As the season has progressed, Skipp has only improved, and Tottenham looks to be a different side with him in the heart of midfield. His composure, tackling and passing ability, and understanding of the game do not reflect his age, nor do the statistics.

Spurs Bleed Without Skipp

The consistent presence of Skipp has been so vital throughout Tottenham’s fluctuating form this season, and without him, this team is not the same. Skipp has started 14 games in the Premier League, and in those games, Tottenham are 10-1-3. Their record dramatically falls when he doesn’t start, as without Skipp, Tottenham are 1-2-5 in the league.

The Impact of Oliver Skipp and the Problems Tottenham Have Had Without Him

Oliver Skipp has been a dominant force for Tottenham all season.

That’s 2.2 points per game with Skipp and .63 without him. The disparity is massive and reflects that he must be a staple in this Tottenham starting 11.

With many of Tottenham’s central midfielders leaving the club this past January transfer window on loan, Skipp’s time to shine is now, and they desperately need him back fit.

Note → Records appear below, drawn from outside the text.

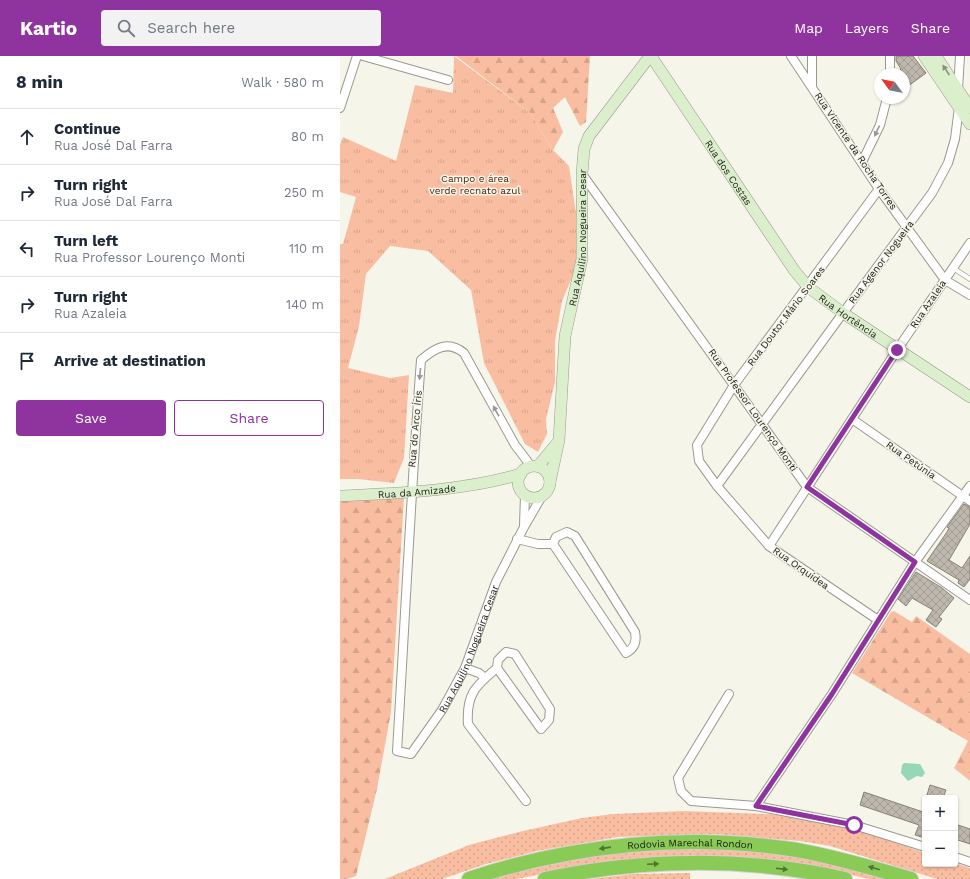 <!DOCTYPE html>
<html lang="en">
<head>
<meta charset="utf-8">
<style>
  body { margin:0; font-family:"Work Sans",sans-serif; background:#f2f2f3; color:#1f2937 }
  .controls { position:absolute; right:12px; bottom:12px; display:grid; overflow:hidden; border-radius:4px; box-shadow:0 1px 3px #0004 }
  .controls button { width:36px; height:36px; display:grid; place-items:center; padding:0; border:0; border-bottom:1px solid #e0e1e3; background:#fff; color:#1f2937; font:20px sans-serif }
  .compass { position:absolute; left:534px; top:12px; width:36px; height:36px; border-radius:50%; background:#fff; box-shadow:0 1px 3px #0004; rotate:303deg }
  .stop { position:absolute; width:12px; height:12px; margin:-9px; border:3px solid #8f339e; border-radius:50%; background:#fff }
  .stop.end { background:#8f339e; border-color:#fff; box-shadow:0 1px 4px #0008 }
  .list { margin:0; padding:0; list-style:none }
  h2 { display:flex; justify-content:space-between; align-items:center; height:52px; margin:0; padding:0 16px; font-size:17px }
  h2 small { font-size:13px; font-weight:400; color:#747a83 }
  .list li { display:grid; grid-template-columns:26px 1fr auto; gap:12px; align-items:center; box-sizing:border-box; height:56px; padding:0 16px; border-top:1px solid #e0e1e3 }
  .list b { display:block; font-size:15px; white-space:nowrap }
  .list p { margin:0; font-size:13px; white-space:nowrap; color:#747a83 }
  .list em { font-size:13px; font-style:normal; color:#747a83 }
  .actions { display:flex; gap:8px; padding:12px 16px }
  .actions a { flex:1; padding:9px 0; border:1px solid #8f339e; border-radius:4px; text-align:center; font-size:14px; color:#8f339e }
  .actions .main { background:#8f339e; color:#fff }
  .icon { flex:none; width:22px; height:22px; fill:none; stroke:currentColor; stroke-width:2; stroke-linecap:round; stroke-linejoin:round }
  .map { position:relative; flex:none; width:630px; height:823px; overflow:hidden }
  header { display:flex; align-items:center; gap:24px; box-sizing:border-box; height:56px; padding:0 20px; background:#8f339e; color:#fff }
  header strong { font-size:19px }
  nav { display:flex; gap:22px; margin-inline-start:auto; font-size:14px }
  .search { width:280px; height:36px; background:#f2f2f3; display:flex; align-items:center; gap:10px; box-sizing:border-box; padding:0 14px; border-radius:4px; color:#747a83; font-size:15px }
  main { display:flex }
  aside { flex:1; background:#fff }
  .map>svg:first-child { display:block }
</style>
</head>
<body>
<header>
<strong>Kartio</strong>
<div class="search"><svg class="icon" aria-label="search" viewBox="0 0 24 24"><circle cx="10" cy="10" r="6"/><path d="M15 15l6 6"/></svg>Search here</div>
<nav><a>Map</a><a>Layers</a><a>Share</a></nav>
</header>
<main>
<aside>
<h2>8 min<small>Walk · 580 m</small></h2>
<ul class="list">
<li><svg class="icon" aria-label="ahead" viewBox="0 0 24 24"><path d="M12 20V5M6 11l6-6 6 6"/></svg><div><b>Continue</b><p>Rua José Dal Farra</p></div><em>80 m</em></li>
<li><svg class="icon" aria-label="right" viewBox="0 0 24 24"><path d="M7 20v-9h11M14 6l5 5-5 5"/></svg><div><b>Turn right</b><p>Rua José Dal Farra</p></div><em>250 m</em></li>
<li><svg class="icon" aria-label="left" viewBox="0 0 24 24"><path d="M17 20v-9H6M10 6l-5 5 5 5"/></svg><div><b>Turn left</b><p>Rua Professor Lourenço Monti</p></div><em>110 m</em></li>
<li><svg class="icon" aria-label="right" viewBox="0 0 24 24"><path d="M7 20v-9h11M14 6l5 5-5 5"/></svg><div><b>Turn right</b><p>Rua Azaleia</p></div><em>140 m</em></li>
<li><svg class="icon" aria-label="arrive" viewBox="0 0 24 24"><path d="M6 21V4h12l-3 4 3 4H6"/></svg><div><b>Arrive at destination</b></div></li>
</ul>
<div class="actions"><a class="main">Save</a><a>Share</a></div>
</aside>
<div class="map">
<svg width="630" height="823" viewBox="0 0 630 823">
  <defs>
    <pattern id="grass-dots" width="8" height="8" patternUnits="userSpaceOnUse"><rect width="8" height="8" fill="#f9bea1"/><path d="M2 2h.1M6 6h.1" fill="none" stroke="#d5a38a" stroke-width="1.8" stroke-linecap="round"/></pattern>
    <pattern id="forest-firs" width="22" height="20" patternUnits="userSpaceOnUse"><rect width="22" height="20" fill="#f9bea1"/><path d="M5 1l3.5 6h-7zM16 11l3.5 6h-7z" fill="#d5a38a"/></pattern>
    <pattern id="park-tufts" width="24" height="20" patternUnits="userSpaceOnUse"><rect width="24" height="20" fill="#f9bea1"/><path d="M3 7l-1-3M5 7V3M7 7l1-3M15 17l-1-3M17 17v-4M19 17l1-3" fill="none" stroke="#d5a38a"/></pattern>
    <pattern id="building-cross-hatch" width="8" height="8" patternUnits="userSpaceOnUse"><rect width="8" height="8" fill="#beb7ae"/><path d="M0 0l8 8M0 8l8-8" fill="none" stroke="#a39d95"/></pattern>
  </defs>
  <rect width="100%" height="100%" fill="#f6f5ea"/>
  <path fill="url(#grass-dots)" d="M 343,755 L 452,759 L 533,779 L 585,797 L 585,808 L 615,807 L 630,812 L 630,823 L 597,823 L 490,790 L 460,785 L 374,778 L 278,781 L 197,795 L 146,808 L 102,823 L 45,823 L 129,789 L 183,775 L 242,762 L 273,758 Z
    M 342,791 L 453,798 L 557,823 L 529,823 L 495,815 L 228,813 L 177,823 L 145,823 L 253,798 Z
    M 350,817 L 350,823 L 250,823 L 293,818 Z"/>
  <path fill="url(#forest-firs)" d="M 116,0 L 250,0 L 246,66 L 240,70 L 225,41 L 213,52 L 223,76 L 213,94 L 190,57 Z
    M 64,441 L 51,656 L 37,733 L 16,820 L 7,823 L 0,823 L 0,445 Z
    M 554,555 L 572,566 L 576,560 L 630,598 L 630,725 L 614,712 L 628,685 L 512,617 L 551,556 Z"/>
  <path fill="url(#park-tufts)" d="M 114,0 L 190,57 L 213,94 L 229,110 L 242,198 L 222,245 L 215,285 L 215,326 L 206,363 L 207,378 L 198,396 L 185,388 L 144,307 L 131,234 L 88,195 L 50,190 L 26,218 L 19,270 L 8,312 L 50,322 L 69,319 L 64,402 L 54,427 L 18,423 L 0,423 L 0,188 L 3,188 L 16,141 L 0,136 L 0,89 L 3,81 L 56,105 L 75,29 L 113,37 Z"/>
  <path fill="#95d7b6" d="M 564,707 L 580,708 L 585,717 L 582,721 L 577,720 L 568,725 L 561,717 L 562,709 Z"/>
  <path fill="url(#building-cross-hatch)" stroke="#868077" d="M 556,0 L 573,0 L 586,17 L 564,33 L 564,18 L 556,18 L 561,13 L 556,5 Z
    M 624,448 L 630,451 L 630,468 L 609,504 L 622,512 L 630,500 L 630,523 L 624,531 L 618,527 L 619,524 L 587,505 L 607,476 L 609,472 L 607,471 Z
    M 576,516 L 602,532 L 614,542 L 599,561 L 602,563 L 596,571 L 586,564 L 593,554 L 572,542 L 566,550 L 558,543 Z
    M 590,729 L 606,734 L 603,742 L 589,742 L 589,740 L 587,739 Z
    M 524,736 L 583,756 L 585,754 L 585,782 L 575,779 L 579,769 L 520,749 Z
    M 615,768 L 630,773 L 630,788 L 615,783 Z"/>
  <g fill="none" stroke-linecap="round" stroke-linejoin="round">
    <g stroke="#9a998f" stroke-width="5.5">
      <path id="lane" d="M 613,212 L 630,223"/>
    </g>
    <g stroke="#9a998f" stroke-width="10">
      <g id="street">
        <path d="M 23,0 L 108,24"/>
        <path d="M 451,0 L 539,133 L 605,224 L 630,239"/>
        <path d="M 550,18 L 550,0"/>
        <path d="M 472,29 L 472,0"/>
        <path d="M 618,33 L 620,0"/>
        <path d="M 0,52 L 17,0"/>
        <path d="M 522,106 L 540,69 L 547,42"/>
        <path d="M 242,118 L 467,431 L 630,544"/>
        <path d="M 512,363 L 630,445"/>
        <path id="s1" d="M 191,410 L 175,389 L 124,297 C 108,284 95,292 81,304 C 71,434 65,565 57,695 L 71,698 L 102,654 L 125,612 L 156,526 L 184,471 L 202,440"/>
        <path d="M 377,430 L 503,257 L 592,137 L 608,107 L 615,83 L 619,51"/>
        <path d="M 184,470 L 185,439"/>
        <path d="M 227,476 L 235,480 L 295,576 C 297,585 295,592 286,597 L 213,488 L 216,481 Z"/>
        <path d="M 177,483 L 198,488 L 213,488"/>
        <path d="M 429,490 L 557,294 L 630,187"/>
        <path d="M 538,564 L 429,490 L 377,430 L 359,405 L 357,389 L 394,329 L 539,133"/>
        <path d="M 166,596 L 175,598 L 210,653 L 209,664 L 201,673 L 157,612 L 158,604 Z"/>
        <path d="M 125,612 L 139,617 L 145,622"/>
        <path d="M 157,612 C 135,630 126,639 128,668 L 186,745"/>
        <path d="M 389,638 L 338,722 L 341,735 L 351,745 L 416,750 L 514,769 L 585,791"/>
        <path d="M 416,750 L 492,638 L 575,506 L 630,430"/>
        <path d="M 615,801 L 630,806"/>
      </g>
    </g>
    <g stroke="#9a998f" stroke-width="12">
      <g id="secondary">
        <path id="s2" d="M 311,0 L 454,214 L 468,231 L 503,257 L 630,341"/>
        <path d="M 584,0 L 630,68"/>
        <path d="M 596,0 L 630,52"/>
        <path d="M 198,410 L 218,386"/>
        <circle cx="194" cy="426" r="16"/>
        <path id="s3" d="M 210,426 L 219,384 L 225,280 L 242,203 L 242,118 L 244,93 L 249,80 L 310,0"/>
        <path id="s4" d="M 0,440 C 60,437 123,435 181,418"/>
      </g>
    </g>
    <g stroke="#d1d1d1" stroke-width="16">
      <g id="highway">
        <path id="s5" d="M 129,823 C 233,788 348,777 457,794 C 496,801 533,812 571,823"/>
        <path d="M 205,823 C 303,802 407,801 505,823"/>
      </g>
    </g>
    <use href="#lane" stroke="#fff" stroke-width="4"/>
    <use href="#street" stroke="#fff" stroke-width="8"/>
    <use href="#secondary" stroke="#dcefcc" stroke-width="11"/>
    <use href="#highway" stroke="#8aca56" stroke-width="14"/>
  </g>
  <defs><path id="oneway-solid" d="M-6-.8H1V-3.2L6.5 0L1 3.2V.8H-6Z"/></defs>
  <use fill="#85907b" href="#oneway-solid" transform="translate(606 14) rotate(-124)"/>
  <g fill="#989897">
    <use href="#oneway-solid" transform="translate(537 75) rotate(115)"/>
    <use href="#oneway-solid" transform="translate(80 318) rotate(95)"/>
    <use href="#oneway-solid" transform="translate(156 355) rotate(-119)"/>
  </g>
  <g fill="#527236">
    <use href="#oneway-solid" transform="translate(265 792) rotate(172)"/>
    <use href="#oneway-solid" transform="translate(313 808) rotate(-3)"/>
    <use href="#oneway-solid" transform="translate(534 812) rotate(-164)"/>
    <use href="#oneway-solid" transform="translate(442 813) rotate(7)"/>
  </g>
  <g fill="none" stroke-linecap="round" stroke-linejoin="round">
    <path stroke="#8f339e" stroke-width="5" d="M 514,769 L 416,750 L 492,638 L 575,506 L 467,431 L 557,294"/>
  </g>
  <g text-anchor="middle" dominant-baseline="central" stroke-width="3" stroke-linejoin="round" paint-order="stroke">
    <g font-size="10" fill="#1b1b17" stroke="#f6f5ea">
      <text transform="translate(516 95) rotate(56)">Rua Vicente da Rocha Torres</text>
      <text stroke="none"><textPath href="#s2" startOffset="140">Rua dos Costas</textPath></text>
      <text stroke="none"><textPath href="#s3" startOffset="247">Rua Aquilino Nogueira Cesar</textPath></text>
      <text transform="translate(541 206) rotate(-53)">Rua Agenor Nogueira</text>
      <text transform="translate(588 248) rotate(-56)">Rua Azaleia</text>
      <text transform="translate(446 260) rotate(-53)">Rua Doutor Mário Soares</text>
      <text stroke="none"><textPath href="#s2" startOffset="329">Rua Hortência</textPath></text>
      <text transform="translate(413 354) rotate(55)">Rua Professor Lourenço Monti</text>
      <text transform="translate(75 373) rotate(-85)">Rua do Arco Íris</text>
      <text transform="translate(571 404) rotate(35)">Rua Petúnia</text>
      <text stroke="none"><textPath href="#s4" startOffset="77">Rua da Amizade</textPath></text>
      <text transform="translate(461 512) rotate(35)">Rua Orquídea</text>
      <text stroke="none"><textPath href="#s1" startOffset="707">Rua Aquilino Nogueira Cesar</textPath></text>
      <text stroke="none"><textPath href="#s5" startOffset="225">Rodovia Marechal Rondon</textPath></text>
    </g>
    <g font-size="10" fill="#451e08" stroke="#f6f5ea">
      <text x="135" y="122">Campo e área<tspan x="135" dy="12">verde recnato azul</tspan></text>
    </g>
  </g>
</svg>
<div class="controls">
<button>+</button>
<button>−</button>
</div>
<svg class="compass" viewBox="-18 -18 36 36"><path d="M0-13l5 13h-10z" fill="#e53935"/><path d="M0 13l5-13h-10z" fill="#747a83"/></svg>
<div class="stop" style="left:514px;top:769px"></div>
<div class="stop end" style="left:557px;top:294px"></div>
</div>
</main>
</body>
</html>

Poor performances from Harry Winks and Pierre-Emile Højbjerg have left the position wide-open, and Skipp is the only player out of the three who has earned his spot. 

How Skipp Fits In

Now whether Conte elects to play three central midfielders vs. two is his decision; however, whichever he decides, Skipp must occupy one of the spots. I believe Tottenham are best under Conte in a 3-4-3 formation, making way for Brazilian winger Lucas Moura to start with Harry Kane and Heung-Min Son upfront.

While this requires dropping a midfielder from a slightly modified 3-5-2, I would give the nod to new signing Rodrigo Bentancur to share the midfield with Skipp in a double-pivot. Bentancur is a physically strong, fast, and technically gifted player that can make way for Oliver Skipp to do what he does best.

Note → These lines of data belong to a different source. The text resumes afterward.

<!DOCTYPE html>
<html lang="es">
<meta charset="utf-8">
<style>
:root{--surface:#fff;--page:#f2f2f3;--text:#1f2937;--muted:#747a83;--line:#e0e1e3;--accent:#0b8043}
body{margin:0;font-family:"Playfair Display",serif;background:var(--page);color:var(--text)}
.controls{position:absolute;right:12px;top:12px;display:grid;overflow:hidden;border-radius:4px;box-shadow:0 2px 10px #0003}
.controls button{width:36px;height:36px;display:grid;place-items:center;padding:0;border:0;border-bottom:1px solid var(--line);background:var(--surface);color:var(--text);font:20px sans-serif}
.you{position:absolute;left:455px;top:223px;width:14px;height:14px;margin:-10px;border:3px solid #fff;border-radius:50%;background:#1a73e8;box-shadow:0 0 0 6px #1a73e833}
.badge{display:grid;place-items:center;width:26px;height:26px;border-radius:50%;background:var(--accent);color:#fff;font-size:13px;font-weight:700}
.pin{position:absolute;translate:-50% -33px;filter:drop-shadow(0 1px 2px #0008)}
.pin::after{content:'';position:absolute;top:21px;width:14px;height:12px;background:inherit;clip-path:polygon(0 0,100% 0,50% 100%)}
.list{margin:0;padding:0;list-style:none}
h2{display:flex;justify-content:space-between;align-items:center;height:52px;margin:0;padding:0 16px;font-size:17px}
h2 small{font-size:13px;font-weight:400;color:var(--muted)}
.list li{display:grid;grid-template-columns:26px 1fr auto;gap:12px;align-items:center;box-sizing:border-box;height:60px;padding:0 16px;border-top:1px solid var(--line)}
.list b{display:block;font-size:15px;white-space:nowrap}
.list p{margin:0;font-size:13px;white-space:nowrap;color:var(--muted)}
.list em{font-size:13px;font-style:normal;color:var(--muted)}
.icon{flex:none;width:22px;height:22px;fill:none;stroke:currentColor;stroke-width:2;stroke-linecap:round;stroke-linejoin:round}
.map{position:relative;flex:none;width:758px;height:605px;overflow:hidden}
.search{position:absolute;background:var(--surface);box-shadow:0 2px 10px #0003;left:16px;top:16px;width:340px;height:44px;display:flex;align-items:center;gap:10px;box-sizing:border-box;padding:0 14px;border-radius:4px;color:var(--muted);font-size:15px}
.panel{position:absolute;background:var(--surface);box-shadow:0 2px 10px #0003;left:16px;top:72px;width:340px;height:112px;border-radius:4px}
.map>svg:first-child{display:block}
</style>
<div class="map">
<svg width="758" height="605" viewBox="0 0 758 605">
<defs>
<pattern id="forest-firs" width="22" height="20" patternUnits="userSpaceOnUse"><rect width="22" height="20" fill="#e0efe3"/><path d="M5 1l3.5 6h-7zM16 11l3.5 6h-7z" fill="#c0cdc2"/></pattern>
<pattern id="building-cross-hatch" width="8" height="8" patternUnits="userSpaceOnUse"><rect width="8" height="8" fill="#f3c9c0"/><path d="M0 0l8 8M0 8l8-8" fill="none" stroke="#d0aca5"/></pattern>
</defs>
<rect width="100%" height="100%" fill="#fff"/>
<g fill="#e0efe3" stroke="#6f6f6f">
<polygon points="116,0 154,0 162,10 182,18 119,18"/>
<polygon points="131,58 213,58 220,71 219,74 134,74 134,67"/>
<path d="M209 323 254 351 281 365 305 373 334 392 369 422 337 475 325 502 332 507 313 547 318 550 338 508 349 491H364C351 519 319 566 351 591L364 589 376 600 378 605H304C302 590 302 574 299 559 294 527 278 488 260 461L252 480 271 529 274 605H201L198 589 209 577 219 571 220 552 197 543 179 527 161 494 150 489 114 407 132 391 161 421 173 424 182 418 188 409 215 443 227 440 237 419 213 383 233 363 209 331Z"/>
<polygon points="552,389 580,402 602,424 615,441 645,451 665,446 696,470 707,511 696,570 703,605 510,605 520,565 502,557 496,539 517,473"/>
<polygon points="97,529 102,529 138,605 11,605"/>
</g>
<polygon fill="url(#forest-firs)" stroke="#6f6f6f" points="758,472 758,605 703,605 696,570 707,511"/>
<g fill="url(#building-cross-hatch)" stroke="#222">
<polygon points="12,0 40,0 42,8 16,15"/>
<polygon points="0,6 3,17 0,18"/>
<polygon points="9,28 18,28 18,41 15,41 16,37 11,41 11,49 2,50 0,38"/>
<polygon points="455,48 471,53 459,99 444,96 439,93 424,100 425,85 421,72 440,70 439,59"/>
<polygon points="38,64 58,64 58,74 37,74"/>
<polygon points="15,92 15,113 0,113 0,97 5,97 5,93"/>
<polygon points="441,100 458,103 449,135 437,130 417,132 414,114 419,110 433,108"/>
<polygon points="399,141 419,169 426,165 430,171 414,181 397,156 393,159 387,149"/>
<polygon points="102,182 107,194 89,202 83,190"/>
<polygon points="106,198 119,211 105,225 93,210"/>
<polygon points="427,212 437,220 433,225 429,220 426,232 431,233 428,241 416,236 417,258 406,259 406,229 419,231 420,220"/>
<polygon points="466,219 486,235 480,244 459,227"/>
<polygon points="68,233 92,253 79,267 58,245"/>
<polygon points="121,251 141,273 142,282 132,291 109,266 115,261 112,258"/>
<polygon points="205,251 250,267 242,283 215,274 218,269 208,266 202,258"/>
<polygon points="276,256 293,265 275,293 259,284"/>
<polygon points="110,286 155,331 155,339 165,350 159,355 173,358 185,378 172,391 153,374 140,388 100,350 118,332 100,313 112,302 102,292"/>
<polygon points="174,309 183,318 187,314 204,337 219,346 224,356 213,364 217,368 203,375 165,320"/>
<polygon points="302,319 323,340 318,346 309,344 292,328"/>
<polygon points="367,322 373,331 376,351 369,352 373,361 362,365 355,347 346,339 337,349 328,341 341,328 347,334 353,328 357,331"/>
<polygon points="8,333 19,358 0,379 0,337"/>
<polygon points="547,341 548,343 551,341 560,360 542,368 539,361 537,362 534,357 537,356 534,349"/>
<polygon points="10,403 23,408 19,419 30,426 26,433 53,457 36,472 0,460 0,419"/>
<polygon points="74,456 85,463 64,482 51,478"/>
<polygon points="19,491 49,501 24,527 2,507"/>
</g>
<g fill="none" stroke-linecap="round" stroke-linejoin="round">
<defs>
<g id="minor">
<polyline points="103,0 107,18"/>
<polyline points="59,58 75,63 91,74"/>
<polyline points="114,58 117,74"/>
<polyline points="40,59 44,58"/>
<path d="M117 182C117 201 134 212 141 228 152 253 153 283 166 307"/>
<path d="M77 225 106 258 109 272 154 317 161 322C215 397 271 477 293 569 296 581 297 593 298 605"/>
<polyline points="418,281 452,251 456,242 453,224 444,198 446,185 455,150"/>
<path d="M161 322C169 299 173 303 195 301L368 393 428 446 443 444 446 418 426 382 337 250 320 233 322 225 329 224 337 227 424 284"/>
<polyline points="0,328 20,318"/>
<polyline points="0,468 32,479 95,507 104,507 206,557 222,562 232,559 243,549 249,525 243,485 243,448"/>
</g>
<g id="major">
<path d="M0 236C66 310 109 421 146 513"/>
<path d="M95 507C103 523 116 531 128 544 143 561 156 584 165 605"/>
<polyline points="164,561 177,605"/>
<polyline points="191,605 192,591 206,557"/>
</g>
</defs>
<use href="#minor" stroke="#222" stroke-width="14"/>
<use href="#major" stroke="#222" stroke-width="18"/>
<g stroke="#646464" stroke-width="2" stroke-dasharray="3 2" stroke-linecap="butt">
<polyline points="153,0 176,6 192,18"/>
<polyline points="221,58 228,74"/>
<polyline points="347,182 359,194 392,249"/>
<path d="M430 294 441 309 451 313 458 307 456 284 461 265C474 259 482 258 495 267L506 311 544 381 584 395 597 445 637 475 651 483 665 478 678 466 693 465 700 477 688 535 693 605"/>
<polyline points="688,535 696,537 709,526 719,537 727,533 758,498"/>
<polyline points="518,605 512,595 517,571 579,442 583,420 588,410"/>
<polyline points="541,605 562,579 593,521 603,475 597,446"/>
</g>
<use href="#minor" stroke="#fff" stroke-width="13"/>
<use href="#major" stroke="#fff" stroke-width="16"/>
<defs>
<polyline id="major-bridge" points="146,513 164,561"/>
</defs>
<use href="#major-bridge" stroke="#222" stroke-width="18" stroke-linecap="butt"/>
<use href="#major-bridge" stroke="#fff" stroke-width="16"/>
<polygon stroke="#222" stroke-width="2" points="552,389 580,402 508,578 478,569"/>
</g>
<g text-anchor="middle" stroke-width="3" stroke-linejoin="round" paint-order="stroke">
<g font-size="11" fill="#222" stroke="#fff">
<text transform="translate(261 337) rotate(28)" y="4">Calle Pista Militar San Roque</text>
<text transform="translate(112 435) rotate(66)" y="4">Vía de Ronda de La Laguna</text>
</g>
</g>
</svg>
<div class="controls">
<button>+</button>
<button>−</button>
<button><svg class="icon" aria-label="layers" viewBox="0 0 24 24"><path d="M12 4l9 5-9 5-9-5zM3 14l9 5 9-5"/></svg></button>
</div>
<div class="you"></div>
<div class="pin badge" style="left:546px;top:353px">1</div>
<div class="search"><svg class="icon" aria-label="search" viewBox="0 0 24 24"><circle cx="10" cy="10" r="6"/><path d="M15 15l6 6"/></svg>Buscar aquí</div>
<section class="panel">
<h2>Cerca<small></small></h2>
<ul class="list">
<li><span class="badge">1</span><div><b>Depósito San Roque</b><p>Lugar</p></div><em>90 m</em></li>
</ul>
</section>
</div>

His ability to attack will allow Skipp to sit back and do the dirty work for Tottenham while also allowing Tottenham to have two midfielders that are comfortable on the ball. We’ve seen Conte thrive with this double-pivot in a back three at Chelsea, and Skipp and Bentancur have similar qualities to N’golo Kante and Nemanja Matic, who occupied these roles for them. 

Kante’s defensive awareness and energy allowed Matic to push forward and contribute towards eight goals in Chelsea’s title triumph in 2016-17. While Skipp is not at the level of Kante, neither is the rest of the Tottenham squad, and his age suggests that there is considerable room for improvement.

Tottenham’s chances to qualify for the Champions League next season have taken a hit in recent weeks; however, a good run of form to close out the season could make the difference. They currently sit in eighth in the Premier League with games in hand that can take them to fifth, just shy of Champions League qualification.

With Oliver Skipp coming back from injury soon, it will be vital for Conte to throw him right back into the team and let him do what he does best. He’s young and hasn’t spent much time in the Premier League; however, he has been one positive that Tottenham can relish amidst many negatives throughout this rocky season.